Entries shown ->
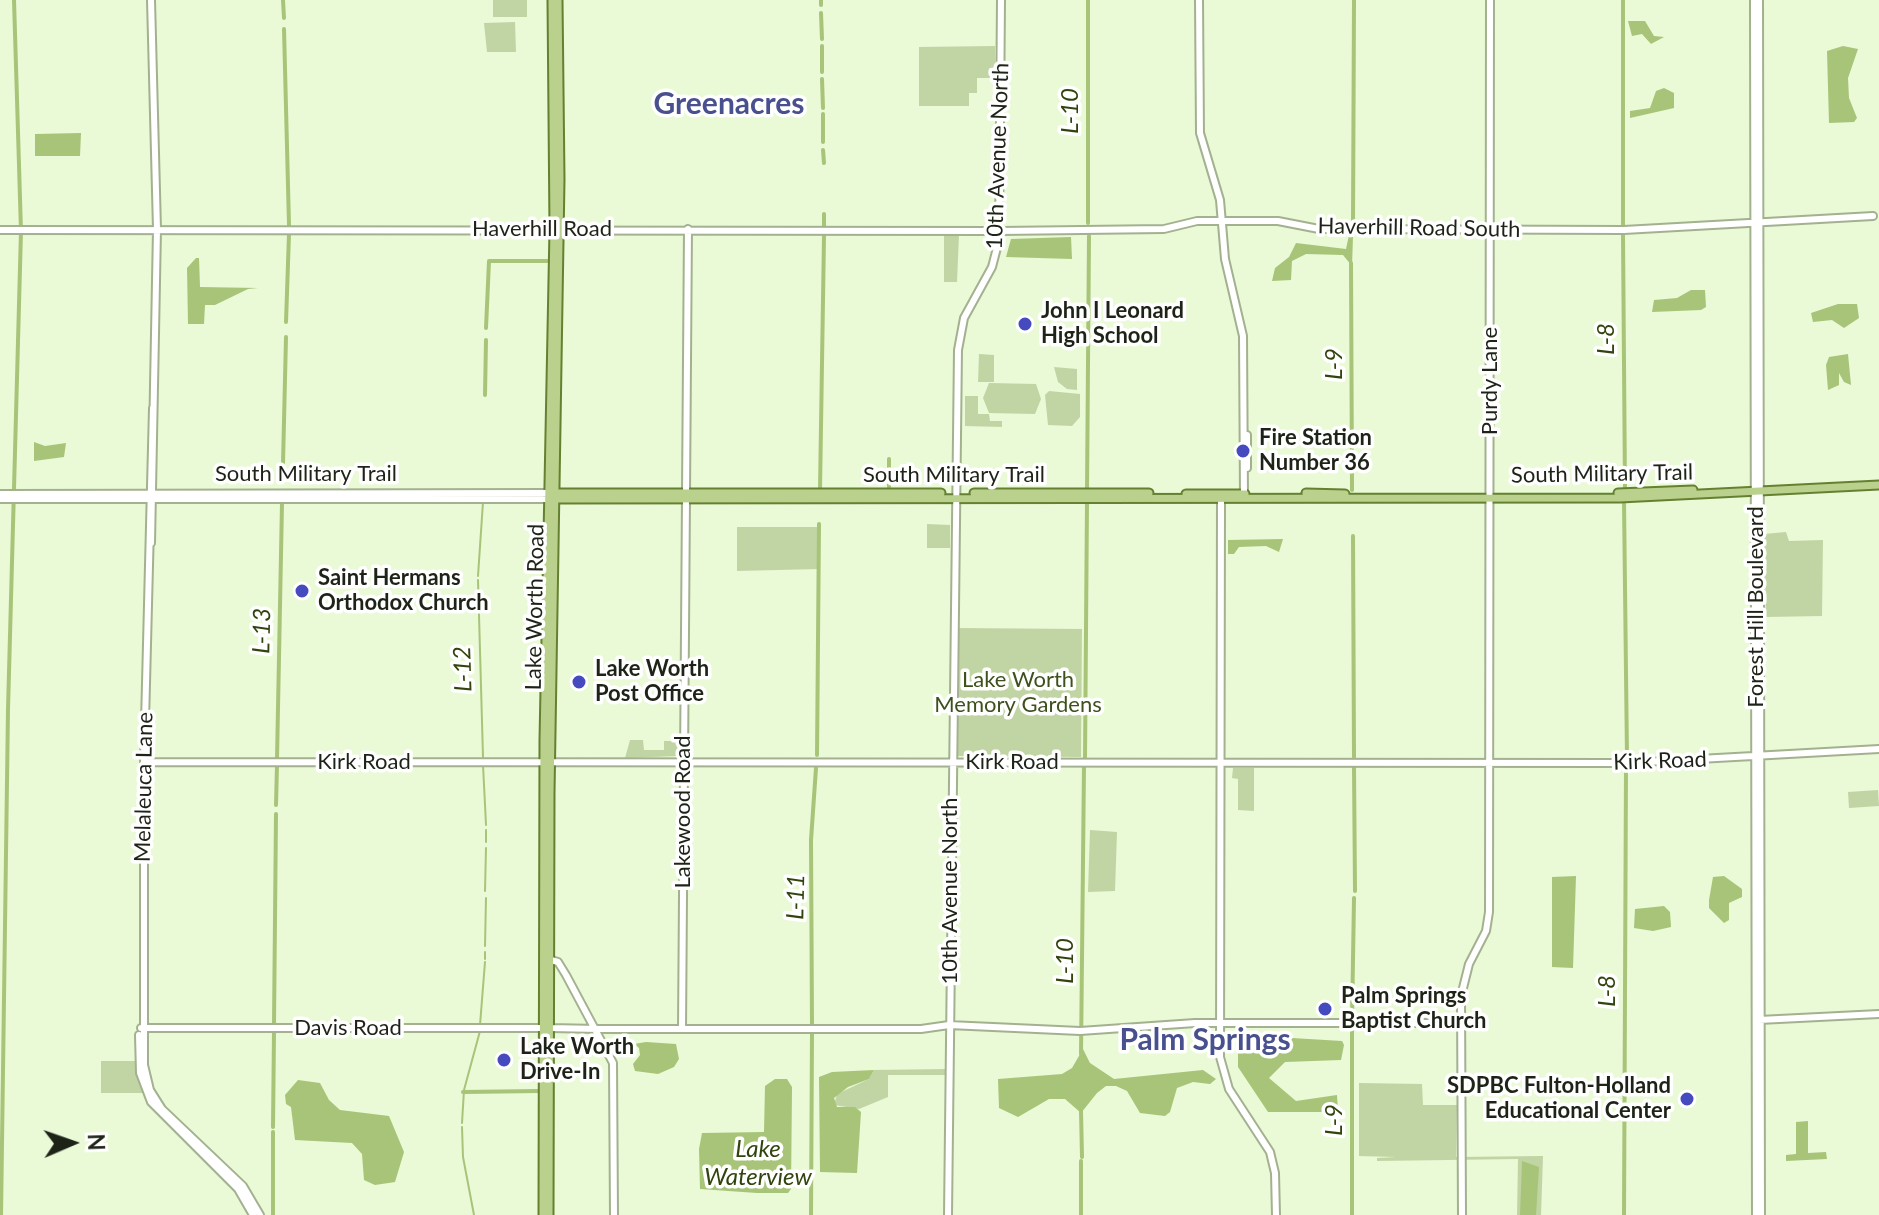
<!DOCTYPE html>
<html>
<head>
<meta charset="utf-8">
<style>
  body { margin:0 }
  #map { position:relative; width:1879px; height:1215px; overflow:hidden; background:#eaf9d6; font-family:Lato,sans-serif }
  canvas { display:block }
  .north { position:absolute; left:32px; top:1103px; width:80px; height:80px; -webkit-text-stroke:6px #fff; paint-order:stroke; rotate:88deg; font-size:22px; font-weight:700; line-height:32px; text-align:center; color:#1e2317 }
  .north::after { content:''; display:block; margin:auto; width:28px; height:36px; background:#1e2317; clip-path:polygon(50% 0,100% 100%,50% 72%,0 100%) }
</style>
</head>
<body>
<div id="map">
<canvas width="1879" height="1215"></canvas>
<div class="north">N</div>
</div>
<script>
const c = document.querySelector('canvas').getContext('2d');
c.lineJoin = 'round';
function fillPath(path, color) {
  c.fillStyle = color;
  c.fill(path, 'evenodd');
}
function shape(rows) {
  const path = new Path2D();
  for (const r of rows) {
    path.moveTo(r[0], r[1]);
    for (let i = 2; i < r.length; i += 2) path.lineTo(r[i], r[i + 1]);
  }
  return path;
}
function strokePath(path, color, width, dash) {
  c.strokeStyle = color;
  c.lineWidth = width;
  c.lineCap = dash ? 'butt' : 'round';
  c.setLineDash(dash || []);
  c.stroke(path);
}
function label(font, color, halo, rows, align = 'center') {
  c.font = font + ' Lato,sans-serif';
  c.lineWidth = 7;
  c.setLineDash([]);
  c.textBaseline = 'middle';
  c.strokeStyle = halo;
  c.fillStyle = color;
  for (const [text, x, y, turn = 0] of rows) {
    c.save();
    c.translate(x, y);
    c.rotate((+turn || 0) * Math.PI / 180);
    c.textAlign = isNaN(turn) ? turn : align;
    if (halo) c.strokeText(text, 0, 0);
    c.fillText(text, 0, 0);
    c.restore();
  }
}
fillPath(shape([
  [493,0,527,0,527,17,493,17],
  [515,22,516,52,487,52,484,23],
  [995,46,995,78,977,78,977,93,969,93,969,106,919,106,919,47],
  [944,233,959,235,957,282,944,282],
  [979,354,994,355,994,382,978,382],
  [1054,367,1077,369,1077,390,1067,389,1058,382],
  [989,383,1036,384,1041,399,1035,414,989,413,983,398],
  [1049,391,1080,394,1080,417,1072,426,1048,425,1045,395],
  [965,396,978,396,978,414,989,414,990,421,1002,421,1002,427,965,426],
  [927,524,950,525,950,548,927,548],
  [737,527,817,527,818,569,737,571],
  [1786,532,1789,541,1823,540,1822,616,1766,617,1764,534],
  [956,628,1082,629,1081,757,956,756],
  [630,740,643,740,644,750,664,750,664,741,680,741,680,756,625,758],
  [1233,768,1254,768,1254,811,1238,810,1238,779,1232,778],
  [1878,790,1879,806,1849,808,1848,792],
  [1090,830,1117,832,1115,891,1088,892],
  [101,1061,136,1061,144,1093,101,1093],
  [946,1069,946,1075,888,1075,888,1097,859,1109,834,1105,837,1094,869,1079,874,1070],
  [1359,1083,1422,1084,1423,1105,1457,1105,1456,1157,1543,1156,1541,1215,1517,1215,1518,1159,1377,1161,1377,1158,1396,1157,1359,1156]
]), '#c1d5a4');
fillPath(shape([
  [1628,21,1645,21,1654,36,1664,37,1651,44,1642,34,1632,36],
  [1843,46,1858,49,1848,78,1849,98,1857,118,1854,122,1829,123,1827,51],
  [1664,88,1674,93,1674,108,1630,118,1630,111,1650,108,1656,91],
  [81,133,80,156,35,156,35,134],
  [1349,235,1353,236,1352,266,1343,255,1306,254,1292,261,1291,280,1272,281,1275,268,1289,257,1296,243,1346,249],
  [1071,237,1072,259,1006,257,1011,239],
  [196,258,199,258,200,287,258,288,248,289,215,305,205,305,204,324,188,324,187,268],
  [1691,290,1705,290,1706,307,1701,310,1652,312,1654,300,1677,298],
  [1838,304,1857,304,1859,318,1844,328,1832,320,1813,322,1811,313],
  [1848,354,1851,385,1844,382,1839,373,1839,385,1828,390,1826,365,1829,357],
  [34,442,45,446,66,443,64,457,34,461],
  [1283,539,1279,552,1266,546,1239,547,1234,554,1228,554,1228,540],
  [1576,876,1573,968,1552,967,1552,877],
  [1724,876,1742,889,1742,897,1729,903,1729,920,1724,923,1709,908,1709,900,1713,877],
  [1664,906,1670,912,1671,927,1653,931,1634,928,1635,909],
  [1292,1038,1342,1041,1344,1045,1341,1060,1285,1062,1269,1078,1296,1101,1337,1095,1338,1112,1268,1112,1238,1067,1238,1045,1246,1041,1280,1042],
  [646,1042,676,1044,679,1059,674,1067,658,1074,635,1071,633,1064,640,1055,639,1048,634,1044],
  [1083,1049,1090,1063,1114,1079,1203,1070,1216,1079,1210,1084,1193,1082,1177,1088,1170,1112,1165,1116,1140,1113,1127,1091,1116,1086,1106,1086,1097,1093,1081,1113,1065,1099,1049,1099,1018,1117,999,1108,998,1079,1062,1074,1072,1068],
  [874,1070,869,1079,848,1087,834,1098,837,1107,855,1107,861,1112,857,1173,820,1172,819,1077,832,1072],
  [775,1079,787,1079,792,1087,791,1189,788,1193,757,1193,700,1189,699,1149,702,1133,764,1132,765,1086],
  [298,1080,320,1083,329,1100,340,1110,389,1116,404,1152,395,1182,375,1185,364,1180,362,1154,352,1143,295,1140,291,1107,286,1104,285,1095],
  [1808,1121,1808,1153,1826,1152,1827,1159,1786,1161,1786,1155,1796,1154,1796,1122],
  [1522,1161,1539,1167,1536,1215,1520,1215]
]), '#a7c479');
strokePath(shape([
  [478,576,483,502],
  [478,580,483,757],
  [483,765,486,825],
  [486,830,486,842],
  [485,891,486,848],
  [485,946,486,898],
  [485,959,485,952],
  [480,1025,485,962],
  [462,1123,464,1090,480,1031],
  [462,1127,463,1157,474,1215]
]), '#a7c479', 2);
strokePath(shape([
  [283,0,284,18],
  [821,0,821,5],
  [1088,0,1088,223],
  [1623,0,1623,225],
  [821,13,822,39],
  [284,29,289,225],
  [822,46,822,72],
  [822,79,823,108],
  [823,114,823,142],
  [823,150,824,163],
  [824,214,824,226],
  [1353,222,1354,0],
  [1623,235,1625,490],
  [1351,263,1352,490],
  [286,322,289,234],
  [486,328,489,261,547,261],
  [485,395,486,340],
  [283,463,286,337],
  [889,487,889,459],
  [820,490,824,236],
  [1087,490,1089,236],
  [1624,501,1627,758],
  [1353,536,1354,757],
  [817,755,819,524],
  [277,759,282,503],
  [1085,759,1087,501],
  [1354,767,1355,891],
  [276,805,277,765],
  [1352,1021,1354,898],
  [274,1024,276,814],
  [812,1027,811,840,816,768],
  [1081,1054,1084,765],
  [463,1092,540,1091],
  [1081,1111,1082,1157],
  [273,1127,274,1032],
  [1,1215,8,709,21,231,14,0],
  [273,1215,273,1132],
  [811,1215,812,1032],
  [1081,1215,1081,1161],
  [1352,1215,1352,1025],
  [1624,1215,1626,767]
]), '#a7c479', 4);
const secondary = shape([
  [1199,0,1200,133,1220,200,1225,259,1243,336,1244,498],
  [1754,0,1756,1215],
  [1759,0,1761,1215],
  [0,230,1000,231,1164,229,1197,221,1278,221,1319,229,1624,230,1873,216],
  [153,408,144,762,144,1065,150,1090,162,1109,243,1186,260,1215],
  [1247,468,1247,435],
  [686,493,688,229],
  [0,494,550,493],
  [0,499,549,499],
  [1221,499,1220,1057,1229,1089,1270,1152,1275,1173,1276,1215],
  [151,543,157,229,151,0],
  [144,762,1627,763,1879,749],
  [551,960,558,962,566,975,613,1063,614,1215],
  [1759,1020,1879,1014],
  [547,1023,551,1028,598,1029,921,1029,949,1025,1080,1031,1195,1023,1460,1023],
  [141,1028,545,1028],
  [682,1029,686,498],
  [139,1035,140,1073,151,1102,238,1189,253,1215],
  [948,1215,958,350,964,318,992,267,999,240,1001,0],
  [1462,1215,1461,996,1469,964,1486,931,1489,912,1490,0]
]);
const primary = shape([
  [550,493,941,493],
  [974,493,1149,493],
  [1306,493,1345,494],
  [1618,493,1693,490],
  [1186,494,1245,494],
  [549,499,1620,498,1879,485],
  [543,1215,544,740,554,229,552,0],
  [549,1215,550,793,560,179,558,0]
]);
strokePath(secondary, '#a3b190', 10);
strokePath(primary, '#658031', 11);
strokePath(secondary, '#fff', 6);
strokePath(primary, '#b9d18c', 7);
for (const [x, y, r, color] of [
  [1025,324,8,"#464abf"],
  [1243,451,8,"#464abf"],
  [302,591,8,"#464abf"],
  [579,682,8,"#464abf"],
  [1325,1009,8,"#464abf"],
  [504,1060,8,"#464abf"],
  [1687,1099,8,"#464abf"]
]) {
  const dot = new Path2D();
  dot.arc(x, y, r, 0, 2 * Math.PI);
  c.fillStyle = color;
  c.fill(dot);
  strokePath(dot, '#fff', 3);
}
label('22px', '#1e2317', '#fff', [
  ["10th Avenue North",998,156,-88],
  ["Haverhill Road South",1419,228,1],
  ["Haverhill Road",542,229],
  ["Purdy Lane",1490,381,-90],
  ["South Military Trail",306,474],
  ["South Military Trail",1602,474,-1],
  ["South Military Trail",954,475],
  ["Lake Worth Road",535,607,-89],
  ["Forest Hill Boulevard",1756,607,-90],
  ["Kirk Road",1660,761,-2],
  ["Kirk Road",364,762],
  ["Kirk Road",1012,762],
  ["Melaleuca Lane",144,787,-89],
  ["Lakewood Road",683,812,-90],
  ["10th Avenue North",950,891,-90],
  ["Davis Road",348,1028]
]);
label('bold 22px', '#1e2317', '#fff', [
  ["John I Leonard",1041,311],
  ["High School",1041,336],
  ["Fire Station",1259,438],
  ["Number 36",1259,463],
  ["Saint Hermans",318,578],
  ["Orthodox Church",318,603],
  ["Lake Worth",595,669],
  ["Post Office",595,694],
  ["Palm Springs",1341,996],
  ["Baptist Church",1341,1021],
  ["Lake Worth",520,1047],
  ["Drive-In",520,1072],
  ["SDPBC Fulton-Holland",1671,1086,"right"],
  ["Educational Center",1671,1111,"right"]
], 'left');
label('22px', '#3e511c', '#fff', [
  ["Lake Worth",1018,680],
  ["Memory Gardens",1018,705]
]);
label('italic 24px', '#32440e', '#fff', [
  ["L-10",1070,111,-90],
  ["L-8",1606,339,-90],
  ["L-9",1334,364,-90],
  ["L-13",262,631,-89],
  ["L-12",463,669,-92],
  ["L-11",796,897,-89],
  ["L-10",1065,961,-90],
  ["L-8",1607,991,-90],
  ["L-9",1334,1120,-90],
  ["Lake",758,1149],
  ["Waterview",758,1177]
]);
label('bold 30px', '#48508d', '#fff', [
  ["Greenacres",729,104],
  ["Palm Springs",1205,1040]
]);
</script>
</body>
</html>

Exercise prompt -> When the line with "c.textBaseline = 'middle';" is reached in the data above, begin copying, and stop after the line with "c.textAlign = isNaN(turn) ? turn : align;"; copy each line exactly, both ends included.

Task result ->
  c.textBaseline = 'middle';
  c.strokeStyle = halo;
  c.fillStyle = color;
  for (const [text, x, y, turn = 0] of rows) {
    c.save();
    c.translate(x, y);
    c.rotate((+turn || 0) * Math.PI / 180);
    c.textAlign = isNaN(turn) ? turn : align;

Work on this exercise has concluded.